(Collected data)
=== Begin Enclosure ===

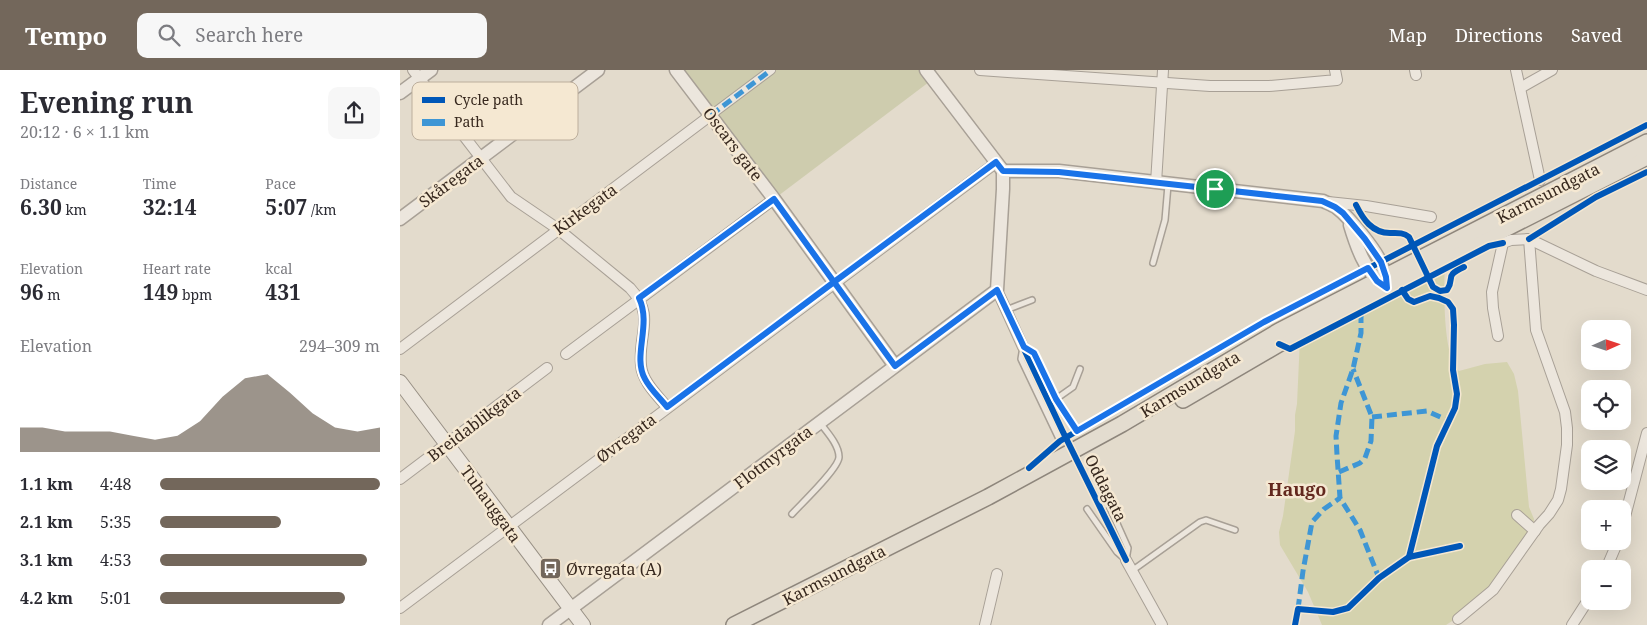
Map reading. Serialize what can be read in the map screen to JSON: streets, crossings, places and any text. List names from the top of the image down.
{
  "streets": {
    "main road": ["Karmsundgata", "Tuhauggata"],
    "street": [
      "Oscars gate",
      "Skåregata",
      "Kirkegata",
      "Breidablikgata",
      "Øvregata",
      "Flotmyrgata"
    ],
    "cycle path": ["Oddagata"]
  },
  "crossings": [
    ["Oscars gate", "Kirkegata"],
    ["Oscars gate", "Øvregata"],
    ["Oscars gate", "Flotmyrgata"],
    ["Breidablikgata", "Tuhauggata"],
    ["Øvregata", "Tuhauggata"],
    ["Flotmyrgata", "Tuhauggata"]
  ],
  "districts": ["Haugo"],
  "places": {
    "bus stop": ["Øvregata (A)"]
  },
  "legend": ["Cycle path", "Path"],
  "north": "right",
  "page": {
    "header": "Tempo",
    "search": "Search here",
    "nav": ["Map", "Directions", "Saved"],
    "heading": ["Evening run", "20:12 · 6 × 1.1 km"],
    "stats": [
      ["Distance", "6.30 km"],
      ["Time", "32:14"],
      ["Pace", "5:07 /km"],
      ["Elevation", "96 m"],
      ["Heart rate", "149 bpm"],
      ["kcal", "431"]
    ],
    "map_buttons": ["+", "−"],
    "chart": ["Elevation", "294–309 m"],
    "list": [
      {
        "name": "1.1 km",
        "note": "4:48"
      },
      {
        "name": "2.1 km",
        "note": "5:35"
      },
      {
        "name": "3.1 km",
        "note": "4:53"
      },
      {
        "name": "4.2 km",
        "note": "5:01"
      }
    ]
  }
}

=== End Enclosure ===

▸ **WHAT THE TASK ASKS**
Write out all the entries word for word, but skip any images.

▸ **WRITTEN RESPONSE**
Map reading. Serialize what can be read in the map screen to JSON: streets, crossings, places and any text. List names from the top of the image down.
{
  "streets": {
    "main road": ["Karmsundgata", "Tuhauggata"],
    "street": [
      "Oscars gate",
      "Skåregata",
      "Kirkegata",
      "Breidablikgata",
      "Øvregata",
      "Flotmyrgata"
    ],
    "cycle path": ["Oddagata"]
  },
  "crossings": [
    ["Oscars gate", "Kirkegata"],
    ["Oscars gate", "Øvregata"],
    ["Oscars gate", "Flotmyrgata"],
    ["Breidablikgata", "Tuhauggata"],
    ["Øvregata", "Tuhauggata"],
    ["Flotmyrgata", "Tuhauggata"]
  ],
  "districts": ["Haugo"],
  "places": {
    "bus stop": ["Øvregata (A)"]
  },
  "legend": ["Cycle path", "Path"],
  "north": "right",
  "page": {
    "header": "Tempo",
    "search": "Search here",
    "nav": ["Map", "Directions", "Saved"],
    "heading": ["Evening run", "20:12 · 6 × 1.1 km"],
    "stats": [
      ["Distance", "6.30 km"],
      ["Time", "32:14"],
      ["Pace", "5:07 /km"],
      ["Elevation", "96 m"],
      ["Heart rate", "149 bpm"],
      ["kcal", "431"]
    ],
    "map_buttons": ["+", "−"],
    "chart": ["Elevation", "294–309 m"],
    "list": [
      {
        "name": "1.1 km",
        "note": "4:48"
      },
      {
        "name": "2.1 km",
        "note": "5:35"
      },
      {
        "name": "3.1 km",
        "note": "4:53"
      },
      {
        "name": "4.2 km",
        "note": "5:01"
      }
    ]
  }
}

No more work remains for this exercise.